A Spectacle of Contrast
Caprice, The Four Temperaments, and Swimmer at SF Ballet

Two weekends ago the San Francisco Ballet’s performed Caprice and The Four Temperaments. I witnessed these two ballets on a Friday evening and found them to be an accurate demonstration of the range of emotions ballet has the potential to express. The two colors presented by these performances—light and dark—mixed into a yin and yang harmony that preceded the headline performance, the world premiere of Swimmer, choreographed by Yuri Possokhov. In conjunction, these three ballets created a spectacle full of contrast and varied form.

Caprice, Helgi Tomasson’s newest work for the San Francisco Ballet Company, featured an assortment of very elegant and swift movements danced by the classic male and female coupling. The male and female dancers were clad in nude costumes and met one another in a circular dance that proceeded in cycles mid-stage—resembling a rotary waltz. One ballerina, wearing a loose, white, costume was showcased in the center of the waltz-like-dance with grand and elegant lifts that highlighted the immense back flexibility of the ballerina; her male counterpart picked her up from behind and she seamlessly folded into a u-shape from her mid-back, and withstood multiple aerial rotations.

Maria Kochetkova and Davit Karapetyan in Tomasson's Caprice.

Maria Kochetkova and Davit Karapetyan in Tomasson’s Caprice

Caprice takes on a an innovative use of the silky tips of the ballerina’s pointe shoes as she is dragged across the stage on her pointed toes and strong, straddled legs. It appears as if she is in flight or skating on ice as three male dancers take turns gliding across stage. The form is like the fluid motion of oil gliding across the surface of water with all the added symmetry and simplicity of a Rorshach diagram.

The Four Temperaments is visually as simple with a different set of moves that are enunciated from each joint of the body, rather than swiftly and smoothly like the ribbon mimicking whips of the dancers in Caprice. The Four Temperaments contrasts the costuming of Caprice as well, with the pink tights and black leotards on the female and male dancers, as opposed to nude costuming. Despite the more enunciated articulation of movement in The Four Temperaments, there’s a unity that resembles the visual symmetry of Caprice. The symmetrical leaps, arm placement, and timed steps calls the audience to find a new way to acknowledge individual dancers, whereas this individuality may have appeared more obviously in Caprice, which utilized different colored costumes and aggrandized leaps and lifts to showcase central dancers through the narrative of form of choreography.

Sofiane Sylve in Balanchine's The Four Temperaments

Sofiane Sylve in Balanchine’s The Four Temperaments

At last, the third part of the ballet began: the world premiere of Swimmer.
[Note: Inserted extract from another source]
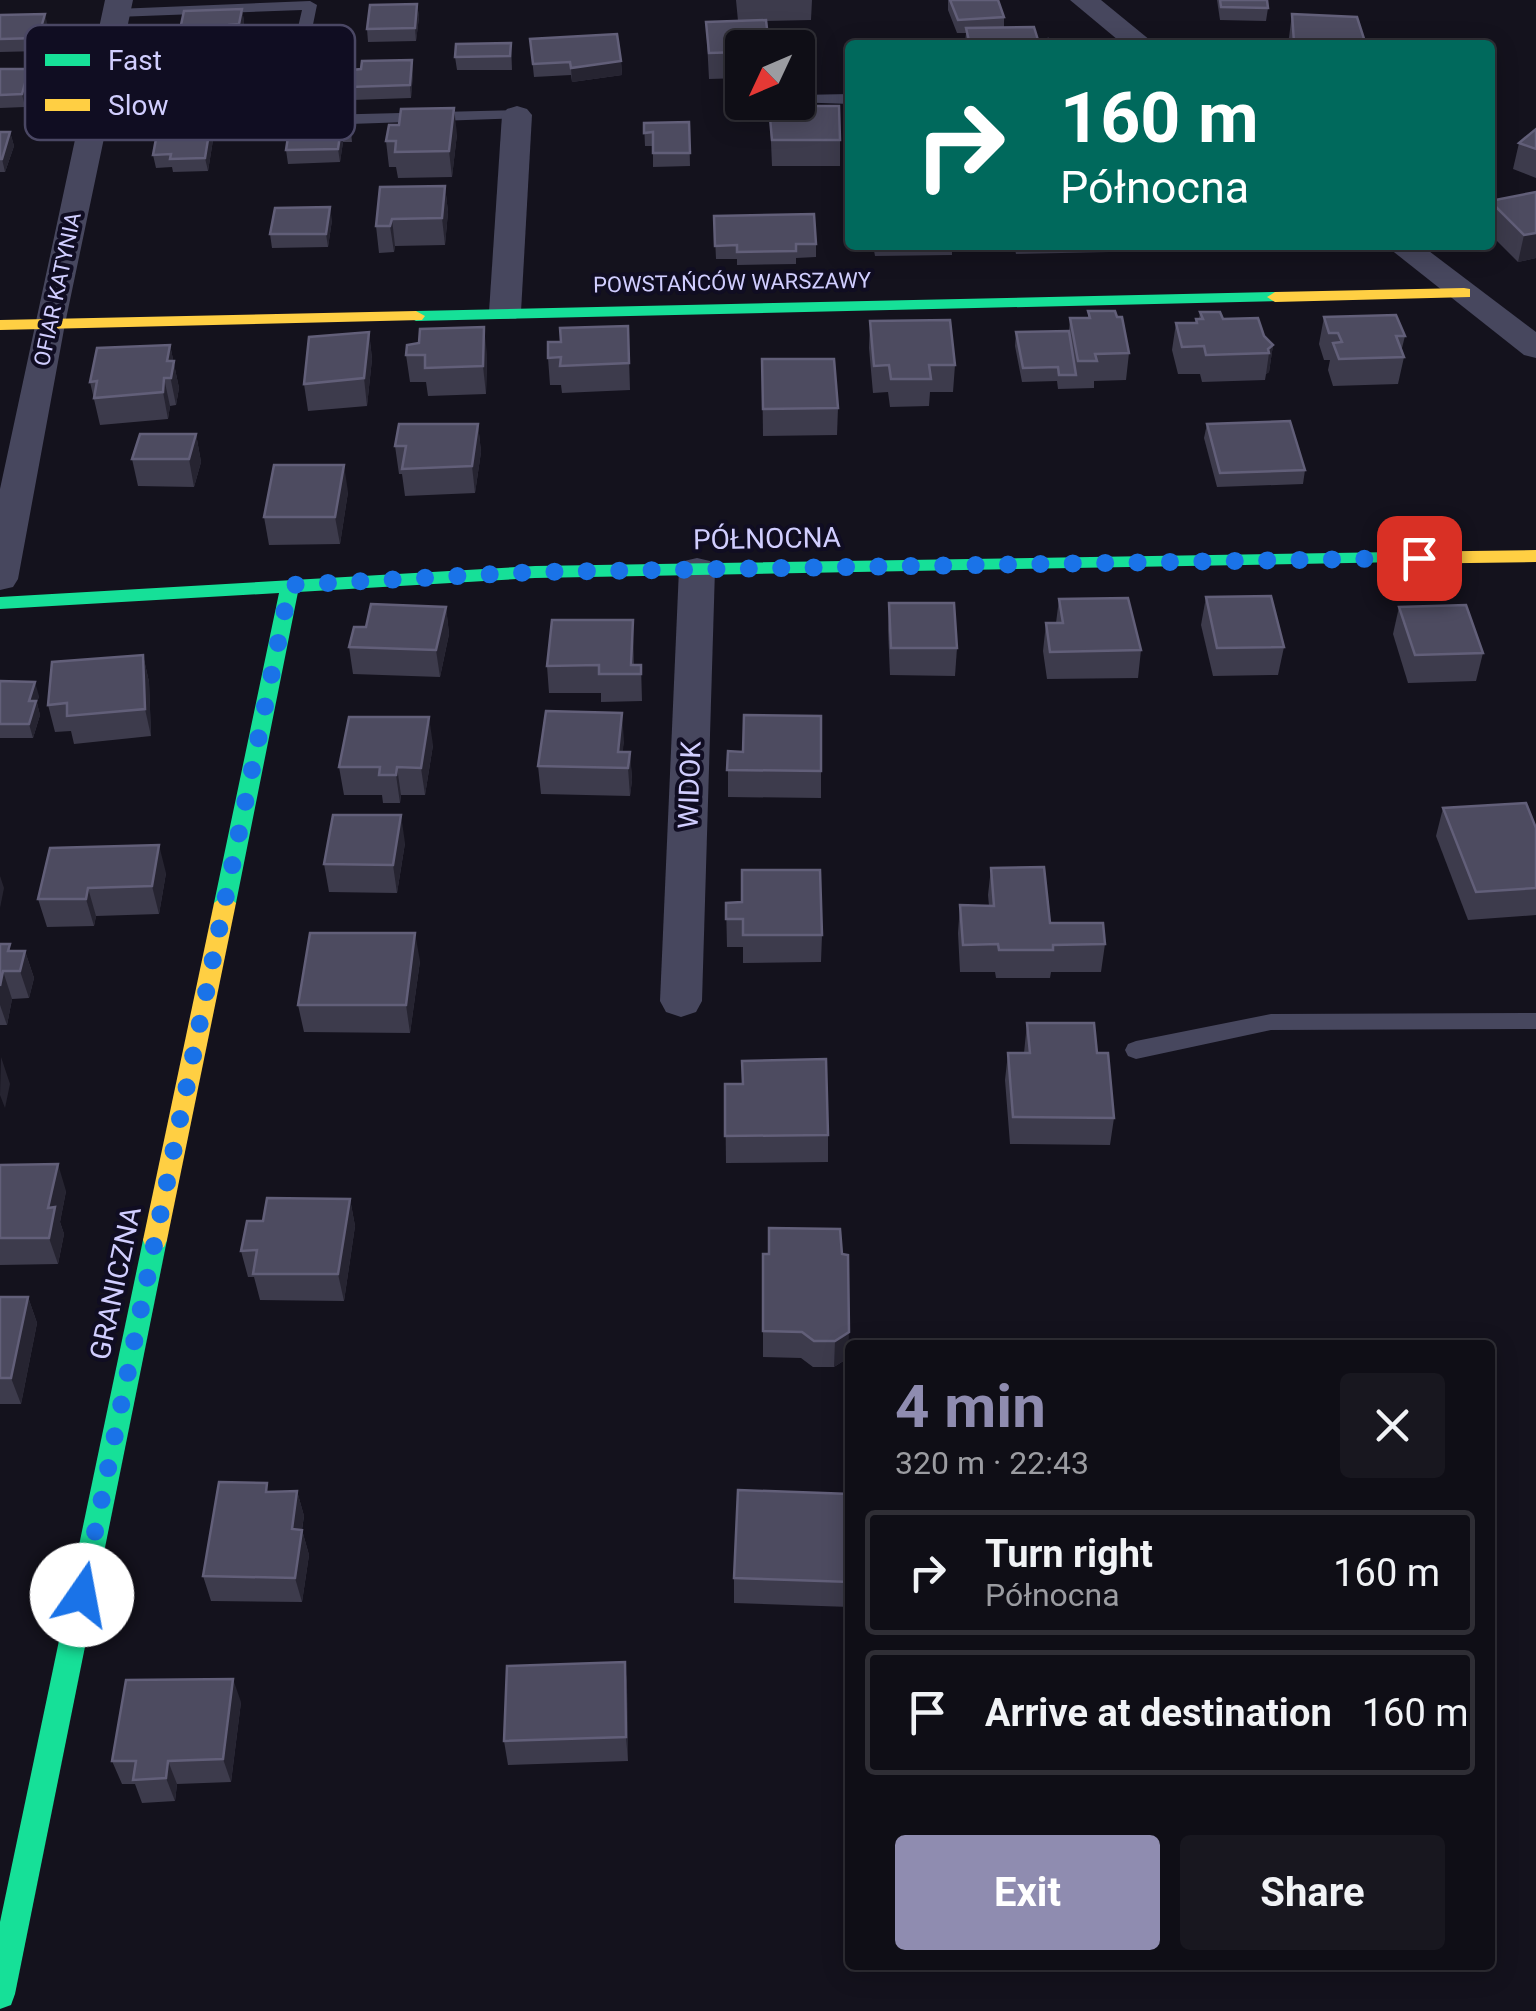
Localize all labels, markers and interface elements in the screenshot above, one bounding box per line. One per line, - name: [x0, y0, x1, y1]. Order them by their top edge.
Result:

A trill of jazz music and xylophones played and a clear screen lowered above downstage with the curtains. The curtain obscured the vision of the audience until lights illuminated the background and foreground of the stage. A simple set design of an outlined house with a bedroom, bathroom, kitchen, and front door step was on view. The opening movement looked and sounded like the dream of middle class America during the 1950’s. The main dancer, this time a male, rose from bed with the start of the music and with flexed—rather than pointed feet—charged into the shower before he grabbed a quick breakfast with his cardboard cutout wife and kids and running out the door. Average Joe boards a bus with other middle-class folk and they teeter back and forth within the automobile as the projection on the screen turns into an underwater fantasy. Is this the imagination of the main character? Perhaps. If anything, it is a retreat from the literally heavy-footed pace of reality.

Taras Domitro in Possokhov's Swimmer

Taras Domitro in Possokhov’s Swimmer

The scenery changes; the frame of the house disappears as a white platform appears up stage, and down-stage several pairings of male and female dancers in brightly colored costumes partake in partnered dances. The variety of dance inspiration in Swimmer is certainly eclectic and modern. As ballerinas swing dance and salsa with their male counterparts, they do so en pointe.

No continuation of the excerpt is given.